Bergeron’s nostalgia for the "Tuesday show" taps into what made DWTS feel like an event across the week: escalating tension, room for celebration, and a platform for the series’ broader entertainment footprint. It wasn’t just about who went home — it was about turning the elimination process into a second, distinctive hour of television with its own character and momentum.

Why ABC Cut It — And Why Fans Want It Back

Back in 2013, ABC streamlined its primetime schedule by condensing DWTS into a single two-hour broadcast. From a programming standpoint, simplifying the franchise made sense. But for fans, the change reshaped the show’s pacing and participation mechanics. All the dancing, voting, and results were suddenly crammed into one night, altering the cadence that had helped DWTS grow into a water-cooler staple.

This season’s strong ratings have reignited that conversation. With voting numbers soaring and online engagement high, the argument for revisiting the two-night format has returned to the forefront — not as a nostalgic novelty, but as a way to maximize audience involvement without sacrificing the live stakes that define the series.

The debate intensified after this week’s elimination, which sent fan-favorite contestant Andy Richter and pro partner Emma Slater home just before the semifinals. The immediate reaction across social platforms was swift and passionate, with many viewers advocating for the results show that once offered more breathing room between standout routines and sudden exits. For longtime watchers, the split-night structure heightened drama without feeling rushed; for newer fans, it could offer a clearer, more inclusive path to vote and engage.

Bergeron’s Voice Carries Weight — And Fans Are Listening

Few figures are as synonymous with DWTS as Tom Bergeron. His steady hand and quick wit helped define the series over 28 seasons, and his perspective resonates with those who grew up with the franchise in its heyday.
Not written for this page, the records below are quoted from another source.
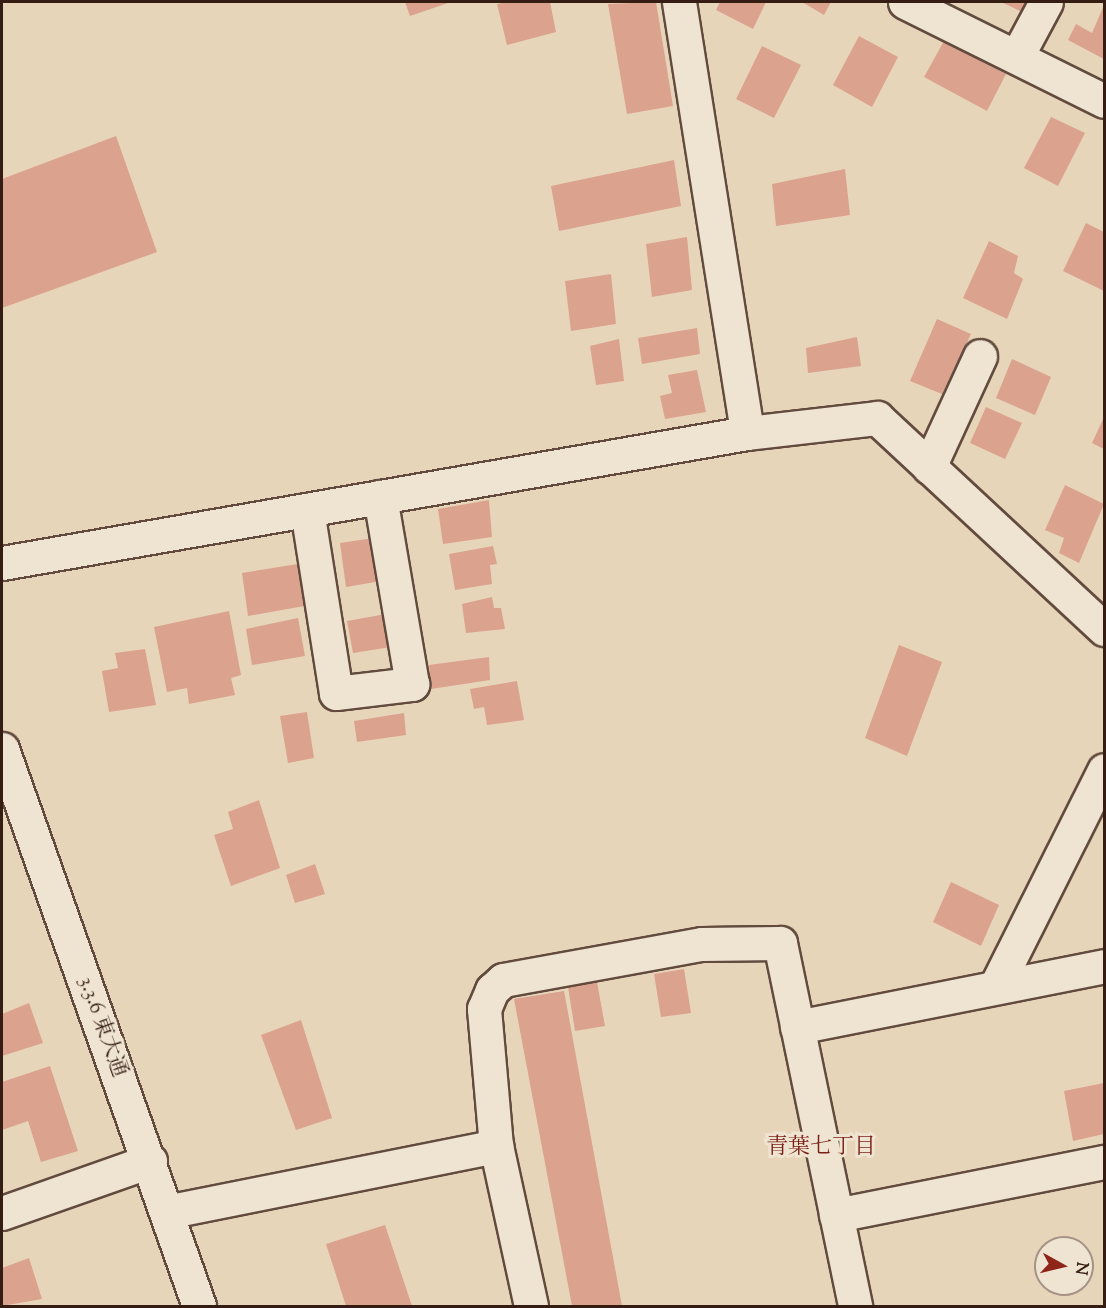 <!DOCTYPE html>
<html>
<head>
<meta charset="utf-8">
<style>
  body { margin:0 }
  #map { position:relative; width:1106px; height:1308px; overflow:hidden; background:#e7d5ba; font-family:"Sorts Mill Goudy","Noto Serif JP",serif }
  div>[style] { position:absolute }
  [style*='--x'] { left:calc(var(--x)*1px); top:calc(var(--y)*1px); width:calc(var(--w)*1px); rotate:calc(var(--a)*1deg) }
  .building>* { inset:0; background:#dba28e }
  .roads { filter:drop-shadow(2px 0 #624b3e) drop-shadow(-2px 0 #624b3e) drop-shadow(0 2px #624b3e) drop-shadow(0 -2px #624b3e) }
  .minor>* { height:33px; margin:-16.5px; padding:0 16.5px; transform-origin:16.5px; border-radius:16.5px; background:#efe4d2 }
  span { translate:-50% -50%; white-space:nowrap; text-align:center; line-height:1.15; -webkit-text-stroke:6px #efe4d2; paint-order:stroke }
  .street-label { font-size:21px; color:#351d14 }
  .neighbourhood-label { font-size:22px; color:#7a1f14 }
  .frame { position:absolute; inset:0; border:3px solid #351d14; pointer-events:none }
  .north { position:absolute; left:1034px; top:1236px; width:60px; height:60px; box-sizing:border-box; background:#efe4d2; border:2px solid #a59486; border-radius:50%; rotate:98deg; font-size:16px; font-weight:700; line-height:24px; text-align:center; color:#351d14 }
  .north::after { content:''; display:block; margin:auto; width:21px; height:27px; background:#8f2418; clip-path:polygon(50% 0,100% 100%,50% 72%,0 100%) }
</style>
</head>
<body>
<div id="map">
  <div class="building">
    <div style="clip-path:polygon(405px 2px,451px 2px,410px 16px)"></div>
    <div style="clip-path:polygon(508px 2px,550px 2px,556px 32px,507px 45px,497px 4px)"></div>
    <div style="clip-path:polygon(656px 2px,673px 106px,627px 114px,608px 4px)"></div>
    <div style="clip-path:polygon(720px 2px,766px 2px,753px 29px,716px 10px)"></div>
    <div style="clip-path:polygon(802px 2px,831px 2px,824px 15px)"></div>
    <div style="clip-path:polygon(1001px 2px,1027px 2px,1022px 12px)"></div>
    <div style="clip-path:polygon(1104px 5px,1104px 59px,1068px 40px,1076px 24px,1092px 33px)"></div>
    <div style="clip-path:polygon(859px 36px,898px 57px,872px 107px,833px 85px)"></div>
    <div style="clip-path:polygon(944px 41px,1006px 74px,987px 111px,924px 77px)"></div>
    <div style="clip-path:polygon(762px 46px,801px 65px,774px 118px,736px 99px)"></div>
    <div style="clip-path:polygon(1051px 117px,1085px 133px,1058px 186px,1024px 168px)"></div>
    <div style="clip-path:polygon(116px 136px,157px 252px,2px 308px,2px 179px)"></div>
    <div style="clip-path:polygon(674px 160px,681px 206px,559px 231px,551px 186px)"></div>
    <div style="clip-path:polygon(845px 169px,850px 215px,776px 226px,772px 184px)"></div>
    <div style="clip-path:polygon(1086px 223px,1104px 232px,1104px 291px,1063px 271px)"></div>
    <div style="clip-path:polygon(687px 237px,692px 290px,652px 297px,646px 244px)"></div>
    <div style="clip-path:polygon(989px 241px,1018px 256px,1014px 273px,1023px 279px,1007px 319px,963px 298px)"></div>
    <div style="clip-path:polygon(611px 274px,616px 324px,571px 331px,565px 281px)"></div>
    <div style="clip-path:polygon(937px 319px,971px 334px,942px 394px,910px 381px)"></div>
    <div style="clip-path:polygon(697px 328px,700px 354px,642px 364px,638px 338px)"></div>
    <div style="clip-path:polygon(857px 337px,861px 366px,808px 373px,806px 348px)"></div>
    <div style="clip-path:polygon(619px 339px,624px 381px,596px 385px,590px 346px)"></div>
    <div style="clip-path:polygon(1012px 359px,1051px 377px,1035px 415px,996px 398px)"></div>
    <div style="clip-path:polygon(697px 370px,706px 412px,665px 419px,660px 396px,672px 393px,668px 375px)"></div>
    <div style="clip-path:polygon(986px 407px,1022px 423px,1005px 459px,970px 443px)"></div>
    <div style="clip-path:polygon(1104px 417px,1104px 449px,1092px 443px)"></div>
    <div style="clip-path:polygon(1065px 485px,1104px 504px,1079px 563px,1059px 553px,1064px 538px,1045px 530px)"></div>
    <div style="clip-path:polygon(489px 500px,492px 537px,443px 544px,438px 509px)"></div>
    <div style="clip-path:polygon(374px 538px,381px 581px,346px 587px,340px 543px)"></div>
    <div style="clip-path:polygon(493px 546px,497px 564px,490px 565px,492px 584px,455px 590px,449px 554px)"></div>
    <div style="clip-path:polygon(304px 563px,310px 605px,248px 616px,242px 573px)"></div>
    <div style="clip-path:polygon(492px 597px,494px 608px,501px 608px,505px 629px,466px 633px,462px 604px)"></div>
    <div style="clip-path:polygon(229px 611px,241px 675px,231px 678px,235px 695px,189px 704px,187px 688px,167px 692px,154px 627px)"></div>
    <div style="clip-path:polygon(386px 614px,391px 647px,353px 653px,347px 621px)"></div>
    <div style="clip-path:polygon(298px 618px,305px 656px,252px 665px,246px 629px)"></div>
    <div style="clip-path:polygon(899px 645px,942px 662px,907px 756px,865px 738px)"></div>
    <div style="clip-path:polygon(145px 649px,156px 705px,109px 712px,102px 671px,118px 668px,115px 653px)"></div>
    <div style="clip-path:polygon(489px 657px,490px 680px,431px 689px,429px 665px)"></div>
    <div style="clip-path:polygon(517px 681px,524px 720px,487px 725px,484px 707px,474px 709px,470px 689px)"></div>
    <div style="clip-path:polygon(307px 712px,314px 758px,288px 763px,280px 716px)"></div>
    <div style="clip-path:polygon(404px 713px,406px 735px,357px 742px,354px 721px)"></div>
    <div style="clip-path:polygon(259px 800px,280px 868px,231px 886px,214px 835px,233px 829px,228px 812px)"></div>
    <div style="clip-path:polygon(315px 864px,325px 894px,295px 903px,286px 875px)"></div>
    <div style="clip-path:polygon(951px 882px,999px 905px,981px 946px,933px 922px)"></div>
    <div style="clip-path:polygon(684px 969px,691px 1013px,661px 1017px,654px 974px)"></div>
    <div style="clip-path:polygon(597px 982px,605px 1026px,575px 1031px,568px 987px)"></div>
    <div style="clip-path:polygon(564px 991px,622px 1306px,572px 1306px,514px 999px)"></div>
    <div style="clip-path:polygon(29px 1003px,43px 1043px,2px 1056px,2px 1014px)"></div>
    <div style="clip-path:polygon(301px 1020px,332px 1118px,296px 1130px,261px 1035px)"></div>
    <div style="clip-path:polygon(50px 1066px,78px 1151px,41px 1162px,28px 1121px,2px 1130px,2px 1082px)"></div>
    <div style="clip-path:polygon(1104px 1083px,1104px 1134px,1073px 1141px,1064px 1091px)"></div>
    <div style="clip-path:polygon(385px 1225px,412px 1306px,346px 1306px,326px 1244px)"></div>
    <div style="clip-path:polygon(29px 1258px,42px 1299px,2px 1306px,2px 1268px)"></div>
  </div>
  <div class="roads">
    <div class="minor">
      <div style="--x:679;--y:2;--w:436;--a:81"></div>
      <div style="--x:905;--y:2;--w:222;--a:26.4"></div>
      <div style="--x:1017;--y:56;--w:61;--a:-61.8"></div>
      <div style="--x:929;--y:467;--w:122;--a:-65.3"></div>
      <div style="--x:307;--y:510;--w:185;--a:81"></div>
      <div style="--x:336;--y:693;--w:77;--a:-6.8"></div>
      <div style="--x:412;--y:684;--w:190;--a:-99.7"></div>
      <div style="--x:2;--y:563;--w:756;--a:-9.9"></div>
      <div style="--x:747;--y:433;--w:131;--a:-6.6"></div>
      <div style="--x:877;--y:418;--w:310;--a:42.9"></div>
      <div style="--x:2;--y:749;--w:591;--a:70.52"></div>
      <div style="--x:997;--y:984;--w:239;--a:-63.4"></div>
      <div style="--x:797;--y:1027;--w:313;--a:-11.2"></div>
      <div style="--x:166;--y:1212;--w:337;--a:-11.3"></div>
      <div style="--x:2;--y:1213;--w:157;--a:-19.4"></div>
      <div style="--x:836;--y:1215;--w:273;--a:-11.2"></div>
      <div style="--x:531;--y:1306;--w:164;--a:-102.3"></div>
      <div style="--x:496;--y:1146;--w:138;--a:-95"></div>
      <div style="--x:484;--y:1009;--w:21;--a:-67"></div>
      <div style="--x:492;--y:990;--w:15;--a:-42"></div>
      <div style="--x:503;--y:980;--w:202;--a:-10.3"></div>
      <div style="--x:702;--y:944;--w:78;--a:-0.7"></div>
      <div style="--x:780;--y:943;--w:371;--a:78.3"></div>
    </div>
  </div>
  <div class="street-label">
    <span style="left:102px;top:1027px;rotate:70deg">3.3.6 東大通</span>
  </div>
  <div class="neighbourhood-label">
    <span style="left:821px;top:1149px">青葉七丁目</span>
  </div>
  <div class="frame"></div>
  <div class="north">N</div>
</div>
</body>
</html>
Calling the results hour "the Tuesday show" isn’t just fond remembrance — it’s a reminder of how the format used to serve the audience, the pros, and the show’s storytelling simultaneously.

What makes Bergeron’s latest push notable is the context: DWTS is thriving again. Ribeiro and Hough have energized the ballroom, and the fandom’s week-to-week investment is demonstrably high. Against that backdrop, the ask isn’t radical — it’s a return to a proven formula that once amplified the competition’s drama and gave viewers more agency in shaping the outcome.

Whether the series ultimately reinstates a dedicated results episode remains to be seen. But Bergeron’s comments have sharpened a conversation that’s never fully gone away. DWTS has always been at its best when it balances spectacle with stakes, and the results show was designed to do exactly that — stretching the suspense, spotlighting the pros and celebrities beyond their scores, and letting the audience fully take part. With momentum on its side and fans rallying behind a format they loved, the ballroom might be ready for its second night to dance again.